EXERCISE DIRECTIONS:
Records follow. Pull out every line that contains "controls".

INPUT DATA:
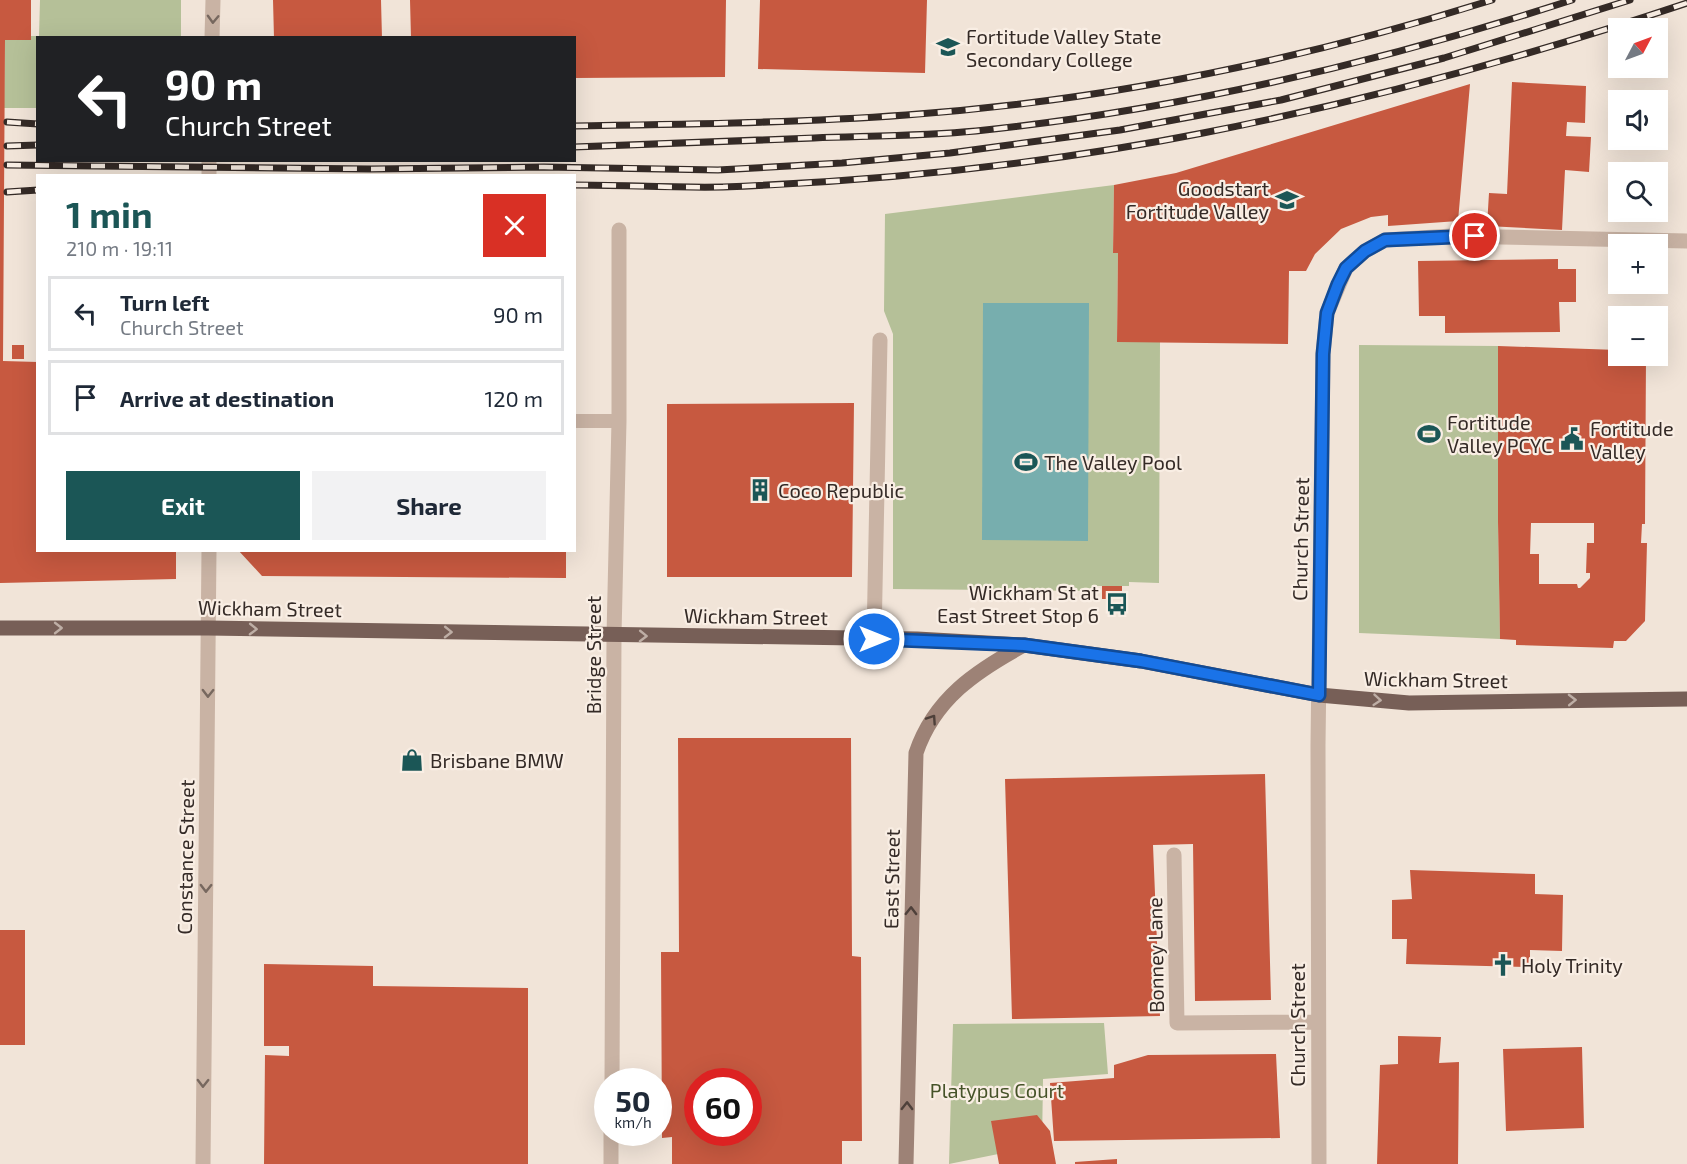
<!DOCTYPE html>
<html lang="en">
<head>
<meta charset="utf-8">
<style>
  :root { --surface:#fff; --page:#f2f2f3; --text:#1f2937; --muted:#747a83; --line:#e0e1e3; --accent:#1b5656 }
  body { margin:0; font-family:"Exo 2",sans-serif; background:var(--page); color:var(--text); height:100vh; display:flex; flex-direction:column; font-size:22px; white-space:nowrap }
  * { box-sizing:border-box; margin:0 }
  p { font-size:20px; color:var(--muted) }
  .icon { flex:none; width:33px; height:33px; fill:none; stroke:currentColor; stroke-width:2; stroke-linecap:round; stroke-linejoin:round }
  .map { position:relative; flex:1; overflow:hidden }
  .panel { position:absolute; left:36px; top:174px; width:540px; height:378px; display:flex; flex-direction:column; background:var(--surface); border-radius:0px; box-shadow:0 6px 24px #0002 }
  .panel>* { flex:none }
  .top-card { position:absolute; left:36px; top:36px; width:540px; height:126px; border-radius:0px; box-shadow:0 6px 24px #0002; background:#202124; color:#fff; overflow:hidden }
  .needle { width:39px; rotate:49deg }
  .controls { position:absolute; left:1608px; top:18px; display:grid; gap:12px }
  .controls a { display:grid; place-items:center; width:60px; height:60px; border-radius:0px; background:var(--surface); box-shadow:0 6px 24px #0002; font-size:30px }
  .speed { position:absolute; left:594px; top:1068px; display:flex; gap:12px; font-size:30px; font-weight:700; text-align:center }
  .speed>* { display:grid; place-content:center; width:78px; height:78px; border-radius:50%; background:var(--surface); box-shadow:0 6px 24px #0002; line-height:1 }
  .speed small { font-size:15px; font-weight:400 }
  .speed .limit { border:9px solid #d22; background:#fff; color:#111 }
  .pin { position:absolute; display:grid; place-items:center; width:51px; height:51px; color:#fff; margin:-26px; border:3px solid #fff; border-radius:50%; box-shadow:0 2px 6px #0007 }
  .me { position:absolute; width:66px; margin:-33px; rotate:90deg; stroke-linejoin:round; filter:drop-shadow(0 0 4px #0008) }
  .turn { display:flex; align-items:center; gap:21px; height:126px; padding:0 30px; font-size:27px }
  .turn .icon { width:78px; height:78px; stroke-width:2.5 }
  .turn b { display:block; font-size:42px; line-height:51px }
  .round { display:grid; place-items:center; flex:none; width:63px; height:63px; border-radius:0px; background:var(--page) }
  .overview { display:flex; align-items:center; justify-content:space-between; height:102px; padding:0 30px }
  h1 { font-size:36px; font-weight:700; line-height:45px; color:var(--accent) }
  .button { display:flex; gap:12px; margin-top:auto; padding:12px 30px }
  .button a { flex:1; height:69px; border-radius:0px; background:var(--accent); color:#fff; font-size:24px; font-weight:700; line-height:69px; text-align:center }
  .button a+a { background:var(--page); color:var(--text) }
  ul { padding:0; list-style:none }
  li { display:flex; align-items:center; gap:18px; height:75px; margin:0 12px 9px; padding:0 18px; border:3px solid var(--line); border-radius:0px }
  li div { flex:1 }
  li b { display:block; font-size:22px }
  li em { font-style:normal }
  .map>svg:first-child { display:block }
  .green { fill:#b5c098 }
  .water { fill:#77aeae }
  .building { fill:#c75940; fill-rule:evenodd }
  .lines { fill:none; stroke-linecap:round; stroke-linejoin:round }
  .service { stroke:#c9b3a4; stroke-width:14 }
  .minor { stroke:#c9b3a4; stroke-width:15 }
  .tertiary { stroke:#c9b3a4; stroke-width:15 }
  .secondary { stroke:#9d8276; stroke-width:15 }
  .primary { stroke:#775f57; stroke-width:15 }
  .rail-casing { stroke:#342a26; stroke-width:7 }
  .rail { stroke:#f9eee4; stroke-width:4.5; stroke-dasharray:14; stroke-linecap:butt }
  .oneway { stroke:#77685f }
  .oneway2 { stroke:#beaea5 }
  .oneway3 { stroke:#4e403a }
  .route-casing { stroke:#114b97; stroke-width:15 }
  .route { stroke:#1a73e8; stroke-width:10 }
  .labels { text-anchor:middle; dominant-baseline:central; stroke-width:4.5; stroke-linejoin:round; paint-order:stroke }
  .poi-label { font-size:20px; fill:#342a26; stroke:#f9eee4; text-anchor:start }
  .street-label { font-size:20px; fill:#342a26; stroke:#f9eee4 }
  .park-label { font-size:20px; fill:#465329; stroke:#f9eee4 }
</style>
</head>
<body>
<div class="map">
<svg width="1687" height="1164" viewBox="0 0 1687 1164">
  <rect width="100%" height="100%" fill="#f1e4d8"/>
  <path class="green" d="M40,0h141v37l-143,1 -1,70h-33l1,-68h25l1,-4h8z
    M1114,185l-1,68h5l-1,88 43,1 -1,241 -30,-1v4h-34l-1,5 -201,-2v-255l-9,-23 1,-97z
    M1359,345l139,1v176l2,117 -141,-6z
    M1104,1023l4,51 -65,5 -1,66 -93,19 4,-140z"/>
  <path class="water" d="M983,303h106l-1,238 -106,-1z"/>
  <path class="building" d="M0,0h31v40h-26l-2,321 35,1v188h138v29l-176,4z
    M273,0h108l1,38h-108z
    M410,0h316l-1,77 -151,1v-40h-163z
    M760,0h167l-2,73 -167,-4z
    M1512,82l74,4 -1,37 -18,-1 -1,14 25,1 -2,35 -24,-2 -3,60 -75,-4 2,-33 18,1z
    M1470,84l-12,137 -70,5v-11l-17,2 -30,12 -26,25 -9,17h-17l-1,73 -171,-2 1,-89h-5l1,-68 62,-12z
    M1558,259v10h18v33h-17l1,30 -115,1v-17h-26l-1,-55z
    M12,345h12v14h-12z
    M1498,346l120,4v6h28l-1,168h-3l-1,19h6l-2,78 -19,20h-12l-1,7 -97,-3v-5l-16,-1 -2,-117zM1531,523h63v20h-7l-1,30h4v5l-10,10h-2l-1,-4h-38v-30h-9z
    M854,403l-2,174h-185v-173z
    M238,550h328v28l-304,-2z
    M1102,586h20v13h-20z
    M678,738h173l1,218 9,1 1,184h-20v23h-170v-27l-10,1 -1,-186h18zM698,1082h50v50h-50z
    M1265,774l6,226 -76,1 -2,-157 -40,1 7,171 -148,3 -7,-240z
    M1410,870l125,4v20l28,1 -1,56 -32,-1v17l-124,-3 1,-25h-15v-39l20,-1z
    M0,930h25v115h-25z
    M264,964l109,2v20l155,2v176h-264l1,-109 24,1v-10h-25z
    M1398,1036l43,1 -2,26 20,-1 -1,102h-81l3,-99 18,-1z
    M1582,1047l2,81 -78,3 -3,-82z
    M1276,1054l4,84 -226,3 -4,-58 64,-5v-13l34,-10z
    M1037,1115l13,16 6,33h-57l-8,-43z
    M1117,1159v5h-42v-2z"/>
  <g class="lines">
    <path class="service" d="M574,421h45"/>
    <path class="minor" d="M874,639l6,-299
      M1174,855l3,168 141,-1
      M612,1082l2,-447 5,-214v-191
      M611,1164v-32
      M1319,1164l-1,-419 5,-391 4,-41 19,-45 19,-17 20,-11 67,-4 235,5"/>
    <path class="tertiary" d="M212,38l1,-38
      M209,176v-16
      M203,1164l6,-614"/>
    <path class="secondary" d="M906,1164l10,-411c18,-54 60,-82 108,-108"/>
    <path class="primary" d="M0,628h208l709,11 107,6 117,16 178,34 90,8 278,-4"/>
    <g class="rail-casing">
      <path id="rail" d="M7,122l31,2
        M574,126c111,-2 222,-3 332,-11 199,-14 396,-55 586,-115
        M7,146l31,-1
        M574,147c80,-3 160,-6 240,-9 54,-2 108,-2 162,-7 203,-21 402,-68 596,-131
        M7,165l364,4 173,-2 174,3 124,-7 108,-10 170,-23 161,-30 163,-42 186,-58
        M574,185c50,0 99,3 149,2 160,-6 322,-23 480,-54 164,-32 326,-77 484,-130
        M7,192l31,-2"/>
    </g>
    <use href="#rail" class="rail"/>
  </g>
  <defs><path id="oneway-chevron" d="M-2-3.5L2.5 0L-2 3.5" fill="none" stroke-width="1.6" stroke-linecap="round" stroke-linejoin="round" transform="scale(1.5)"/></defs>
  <g class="oneway">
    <use href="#oneway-chevron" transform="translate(213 19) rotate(92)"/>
    <use href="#oneway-chevron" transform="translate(208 693) rotate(91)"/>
    <use href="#oneway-chevron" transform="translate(206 888) rotate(91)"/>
    <use href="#oneway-chevron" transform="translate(203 1083) rotate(91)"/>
  </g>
  <g class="oneway2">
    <use href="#oneway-chevron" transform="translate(58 628)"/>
    <use href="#oneway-chevron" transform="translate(253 629) rotate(1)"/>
    <use href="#oneway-chevron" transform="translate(448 632) rotate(1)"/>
    <use href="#oneway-chevron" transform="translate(643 636) rotate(1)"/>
    <use href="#oneway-chevron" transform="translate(1377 700) rotate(5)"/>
    <use href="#oneway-chevron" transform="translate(1572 700) rotate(-1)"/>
  </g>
  <g class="oneway3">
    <use href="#oneway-chevron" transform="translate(932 719) rotate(-56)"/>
    <use href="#oneway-chevron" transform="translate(911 911) rotate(-89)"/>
    <use href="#oneway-chevron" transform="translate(907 1106) rotate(-89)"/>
  </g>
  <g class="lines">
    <g class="route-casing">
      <path id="route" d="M874,639l150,6 117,16 178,34 4,-341 4,-41 11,-29 8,-16 19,-17 20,-11 90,-4"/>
    </g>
    <use href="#route" class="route"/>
  </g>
  <defs>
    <g id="school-bare" transform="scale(1.8)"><path d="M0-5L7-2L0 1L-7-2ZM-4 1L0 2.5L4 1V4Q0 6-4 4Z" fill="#1b5656" stroke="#f9eee4" stroke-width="2.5" paint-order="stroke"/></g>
    <g id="stadium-bare" transform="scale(1.8)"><path d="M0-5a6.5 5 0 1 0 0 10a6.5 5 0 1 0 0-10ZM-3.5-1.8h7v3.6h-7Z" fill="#1b5656" stroke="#f9eee4" stroke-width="2.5" paint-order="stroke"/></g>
    <g id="civic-bare" transform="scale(1.8)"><path d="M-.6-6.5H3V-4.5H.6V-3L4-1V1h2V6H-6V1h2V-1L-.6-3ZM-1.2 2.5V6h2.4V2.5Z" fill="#1b5656" stroke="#f9eee4" stroke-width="2.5" paint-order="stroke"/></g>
    <g id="building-bare" transform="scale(1.8)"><path d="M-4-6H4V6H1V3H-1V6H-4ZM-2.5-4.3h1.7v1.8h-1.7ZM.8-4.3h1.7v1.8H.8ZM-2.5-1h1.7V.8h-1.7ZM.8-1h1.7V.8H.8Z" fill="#1b5656" stroke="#f9eee4" stroke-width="2.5" paint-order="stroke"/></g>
    <g id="bus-bare" transform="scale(1.8)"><path d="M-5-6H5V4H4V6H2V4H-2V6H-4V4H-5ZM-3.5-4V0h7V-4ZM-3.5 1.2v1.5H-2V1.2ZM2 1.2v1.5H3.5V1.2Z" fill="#1b5656" stroke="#f9eee4" stroke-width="2.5" paint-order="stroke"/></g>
    <g id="shop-bare" transform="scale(1.8)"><path d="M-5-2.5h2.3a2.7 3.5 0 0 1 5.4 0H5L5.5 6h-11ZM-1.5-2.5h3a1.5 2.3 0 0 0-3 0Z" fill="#1b5656" stroke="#f9eee4" stroke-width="2.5" paint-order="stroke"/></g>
    <g id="church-bare" transform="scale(1.8)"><path d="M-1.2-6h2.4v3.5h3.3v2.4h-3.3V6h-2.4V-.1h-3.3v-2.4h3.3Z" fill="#1b5656" stroke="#f9eee4" stroke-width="2.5" paint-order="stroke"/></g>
  </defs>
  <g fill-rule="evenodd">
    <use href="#school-bare" x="948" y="47"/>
    <use href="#school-bare" x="1287" y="200"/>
    <use href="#stadium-bare" x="1429" y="434"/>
    <use href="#civic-bare" x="1572" y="439"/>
    <use href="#stadium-bare" x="1026" y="462"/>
    <use href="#building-bare" x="760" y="490"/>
    <use href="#bus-bare" x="1117" y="604"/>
    <use href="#shop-bare" x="412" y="760"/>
    <use href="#church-bare" x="1503" y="965"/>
  </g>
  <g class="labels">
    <g class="poi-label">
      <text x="966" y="36">Fortitude Valley State<tspan x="966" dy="23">Secondary College</tspan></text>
      <text x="1269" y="188" text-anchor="end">Goodstart<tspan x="1269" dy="23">Fortitude Valley</tspan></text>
      <text x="1447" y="422">Fortitude<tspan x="1447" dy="23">Valley PCYC</tspan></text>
      <text x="1590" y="428">Fortitude<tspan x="1590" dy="23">Valley</tspan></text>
      <text x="1044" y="462">The Valley Pool</text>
      <text x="778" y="490">Coco Republic</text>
      <text x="1099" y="592" text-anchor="end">Wickham St at<tspan x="1099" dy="23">East Street Stop 6</tspan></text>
      <text x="430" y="760">Brisbane BMW</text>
      <text x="1521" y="965">Holy Trinity</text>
    </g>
    <g class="street-label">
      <text transform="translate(1300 539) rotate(-89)">Church Street</text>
      <text transform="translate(270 608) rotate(1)">Wickham Street</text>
      <text transform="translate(756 616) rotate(1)">Wickham Street</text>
      <text transform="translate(593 655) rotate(-90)">Bridge Street</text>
      <text transform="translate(1436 679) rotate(1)">Wickham Street</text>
      <text transform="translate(185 857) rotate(-89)">Constance Street</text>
      <text transform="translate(891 879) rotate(-89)">East Street</text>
      <text transform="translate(1155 955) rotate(-91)">Bonney Lane</text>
      <text transform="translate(1297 1025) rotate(-90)">Church Street</text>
    </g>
    <g class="park-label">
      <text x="997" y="1090">Platypus Court</text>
    </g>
  </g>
</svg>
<div class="controls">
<a><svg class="needle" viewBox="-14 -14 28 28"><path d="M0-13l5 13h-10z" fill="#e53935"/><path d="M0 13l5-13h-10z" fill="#747a83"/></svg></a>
<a><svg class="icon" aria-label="sound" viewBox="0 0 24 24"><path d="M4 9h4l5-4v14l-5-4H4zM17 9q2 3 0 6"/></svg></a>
<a><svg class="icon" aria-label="search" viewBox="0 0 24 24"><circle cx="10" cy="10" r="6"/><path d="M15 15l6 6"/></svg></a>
<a>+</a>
<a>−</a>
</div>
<div class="speed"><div>50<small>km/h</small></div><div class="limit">60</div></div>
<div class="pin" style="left:1475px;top:236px;background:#d93025"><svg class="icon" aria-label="arrive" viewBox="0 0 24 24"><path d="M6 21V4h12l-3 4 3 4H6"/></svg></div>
<svg class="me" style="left:874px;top:639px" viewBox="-20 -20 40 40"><circle r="17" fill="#1a73e8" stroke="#fff" stroke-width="3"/><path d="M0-11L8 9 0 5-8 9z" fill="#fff"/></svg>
<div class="top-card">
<div class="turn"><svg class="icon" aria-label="left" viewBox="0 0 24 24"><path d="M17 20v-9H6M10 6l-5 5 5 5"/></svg><div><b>90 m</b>Church Street</div></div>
</div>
<section class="panel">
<div class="overview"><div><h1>1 min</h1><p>210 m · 19:11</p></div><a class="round" style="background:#d93025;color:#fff"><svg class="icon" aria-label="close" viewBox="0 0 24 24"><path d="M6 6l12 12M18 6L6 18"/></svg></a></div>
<ul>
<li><svg class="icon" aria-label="left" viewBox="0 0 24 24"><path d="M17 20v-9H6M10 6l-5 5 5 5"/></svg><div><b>Turn left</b><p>Church Street</p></div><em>90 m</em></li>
<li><svg class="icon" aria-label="arrive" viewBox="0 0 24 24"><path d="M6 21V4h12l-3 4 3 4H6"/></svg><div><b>Arrive at destination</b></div><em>120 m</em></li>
</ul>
<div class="button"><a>Exit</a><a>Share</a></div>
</section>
</div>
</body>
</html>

OUTPUT FOR THIS TASK:
  .controls { position:absolute; left:1608px; top:18px; display:grid; gap:12px }
  .controls a { display:grid; place-items:center; width:60px; height:60px; border-radius:0px; background:var(--surface); box-shadow:0 6px 24px #0002; font-size:30px }
<div class="controls">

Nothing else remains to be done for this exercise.